OPINIÓN

La Bomba Atómica Trans

mallorcadiario.com

José Manuel Barquero | Domingo 26 de febrero de 2023
El martes pasado unas gemelas de doce años se precipitaron desde el balcón de su casa en un tercer piso. Una falleció en el acto y la otra está grave. Estremece imaginar la escena, especialmente si tienes o has tenido hijos de esa edad. Al leer la noticia de inmediato me vino a la cabeza una de las metáforas más bellas de la literatura del siglo XX: el anhelo de Holden Caulfield por convertirse en un guardián escondido entre el centeno que sujeta a los niños cuando van a despeñarse por el barranco de la vida adulta.
La novela de J. D. Salinger sobrevive este siglo XXI como obra de culto y maldita al mismo tiempo. Setenta años después de su publicación se va acercando a la categoría de clásicos universales por su descripción del malestar adolescente, su inadaptación, los conflictos de identidad, las angustias y la inseguridad. Holden Caulfield cuenta desde un psiquiátrico el fin de semana que pasó en Nueva York escondido de sus padres, y por ahí ya vamos adivinando su dolor entre tanto taco y tanta paja mental.
Ahora que el tsunami woke ha intentado arrasar con la obra de Roald Dahl para hacer desaparecer de su literatura juvenil a gordos, negros o cajeras de supermercado, es inevitable cuestionarse por dónde querrían meter la tijera a los libros de Salinger. Los que agitan la guadaña de la cancelación defienden una creencia mágica: las cosas que nos disgustan desaparecen si no las vemos reflejadas en una página, en una pantalla, en un cuadro o en una estatua. No existe literatura fantástica que supere esta ensoñación.
Si un niño no lee la palabra gordo no se reirá de un gordo en la escuela. Claro, si no hay educación en valores se reirá de un niño “fuerte”, “enorme”, “obeso” o “entrado en carnes”, pero se reirá. No se mofará de un negro, sino de un compañero “afroamericano”. No se burlará de una sudaca, sino de una niña que no habla catalán, por ejemplo.
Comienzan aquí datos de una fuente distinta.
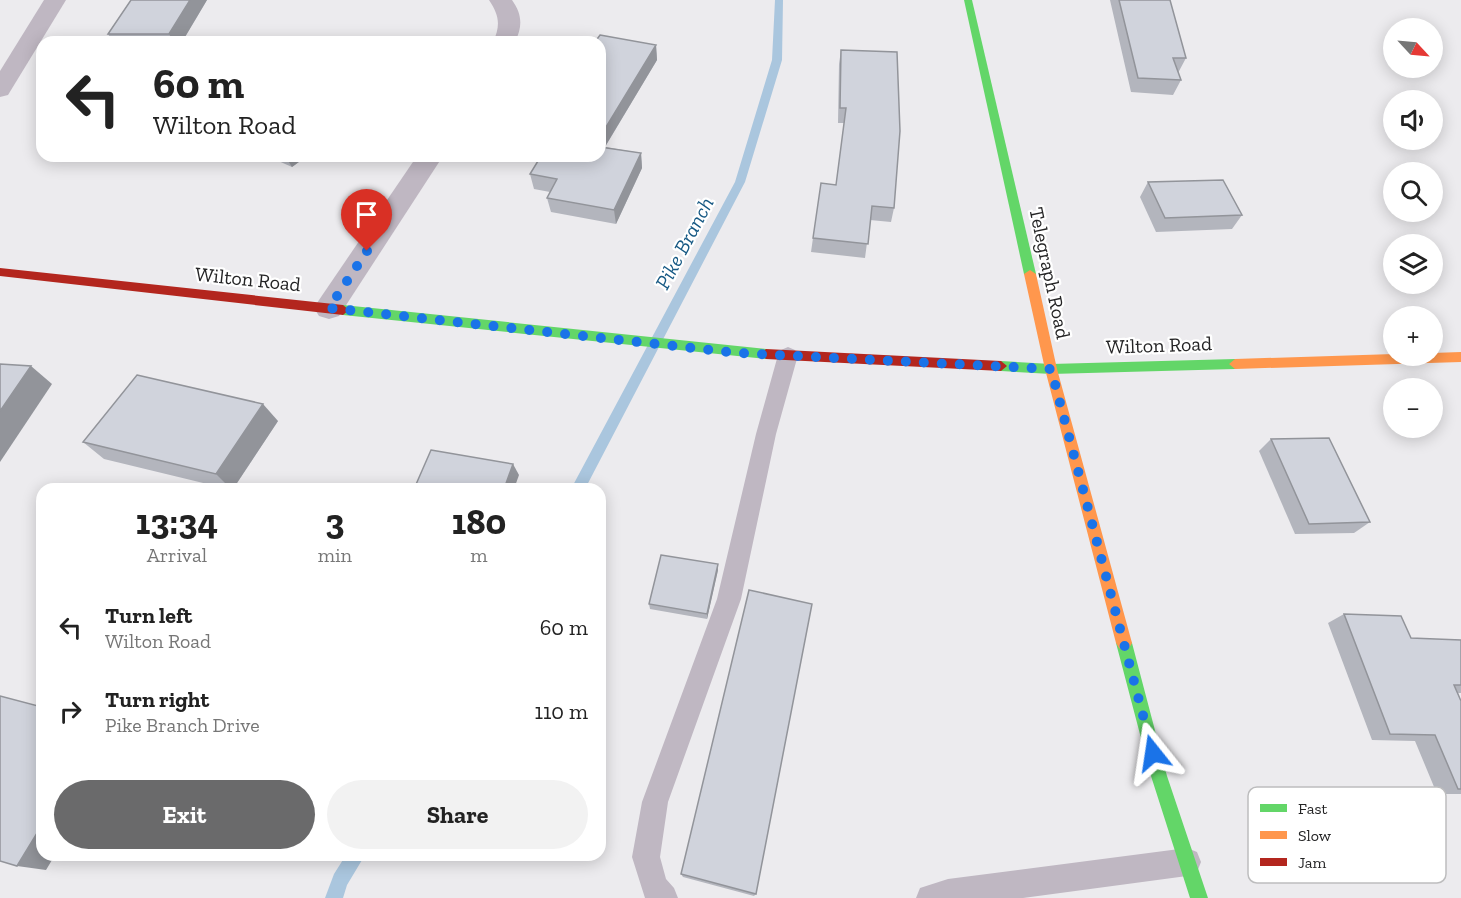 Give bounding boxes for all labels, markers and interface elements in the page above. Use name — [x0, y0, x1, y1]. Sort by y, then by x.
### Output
north arrow — [1383, 18, 1443, 78]
map controls — [1383, 18, 1443, 438]
text: 60 m — [153, 58, 244, 109]
icon: left — [54, 60, 132, 138]
button: sound — [1383, 90, 1443, 150]
text: Wilton Road — [153, 109, 296, 141]
button: search — [1383, 162, 1443, 222]
pin — [341, 189, 392, 251]
water label: Pike Branch — [649, 193, 719, 293]
icon: arrive — [350, 198, 383, 231]
street label: Telegraph Road — [1024, 205, 1076, 341]
button: layers — [1383, 234, 1443, 294]
street label: Wilton Road — [194, 262, 302, 296]
button: + — [1383, 306, 1443, 366]
street label: Wilton Road — [1106, 331, 1212, 359]
button: − — [1383, 378, 1443, 438]
text: 13:34 — [136, 500, 218, 543]
text: 3 — [325, 500, 344, 543]
text: 180 — [452, 500, 506, 543]
text: Arrival — [147, 543, 207, 567]
text: min — [318, 543, 352, 567]
text: m — [470, 543, 488, 567]
text: Turn left — [105, 602, 192, 629]
icon: left — [54, 611, 87, 644]
text: 60 m — [540, 614, 588, 641]
text: Wilton Road — [105, 629, 211, 653]
text: Turn right — [105, 686, 209, 713]
icon: right — [54, 695, 87, 728]
text: 110 m — [534, 698, 588, 725]
text: Pike Branch Drive — [105, 713, 260, 737]
position arrow — [1121, 721, 1185, 785]
button: Exit — [54, 780, 315, 849]
button: Share — [327, 780, 588, 849]
legend — [1248, 787, 1446, 883]
text: Fast — [1298, 799, 1327, 818]
text: Slow — [1298, 826, 1332, 845]
text: Jam — [1298, 853, 1327, 872]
La obsesión por la corrección política encuentra el blanco perfecto en los libros infantiles y juveniles bajo la excusa de proteger las cabecitas más vulnerables, esas mismas que pueden decidir hormonarse cuando están tan desorientadas como la de Holden Caulfield.
Se encontraron sendas cartas manuscritas de las niñas y un par de sillas junto a la barandilla del balcón, pero ha costado esta semana encontrar una crónica del suceso que mencionara la palabra suicidio. Siempre se ha justificado esta elusión con el objetivo de evitar un efecto contagio, por eso sorprende esta autocensura en unos medios que dedican tanto espacio cada día a un diagnóstico psiquiátrico como la disforia de género. Un informe de la asociación Feministes de Catalunya constata que el número de consultas por esta causa se ha disparado en los últimos diez años un 7652%, y que afectan principalmente a menores de edad. Son cifras impresionantes, pero el movimiento queer niega que puedan ser resultado de una moda o una imitación.
El pensamiento mágico sostiene que la solución contra la xenofobia pasa por eliminar la palabra “negro” de los libros. En esa misma línea de razonamiento, parece que mantener el tabú sobre el suicidio frenará los lanzamientos desde un balcón. Por contra, presentar la transexualidad como una solución a problemas que tienen causas muy diversas contribuye a la felicidad de nuestros jóvenes, no a su desesperación. Este razonamiento pendular tan brusco es capaz de desorientar a cualquiera, incluidas adolescentes con tendencias suicidas.
Sin mostrarse de manera explícita, la idea del suicidio sobrevuela varias páginas de “El guardián entre en el centeno”, pero en una de sus digresiones hilarantes Holden Caulfield se alegra de que inventaran la bomba atómica: “así si necesitan voluntarios para ponerse debajo cuando la lancen, puedo presentarme el primero”. Salinger se alistó en la infantería norteamericana en 1942 y volvió de la Segunda Guerra Mundial tan traumatizado que afirmó odiar más el ejército que la guerra, pero la moderna censura, con su mezcla de sectarismo, estupidez e hipocresía, podRÁ acusarlo de belicista por aplaudir en su libro la proliferación de armas nucleares.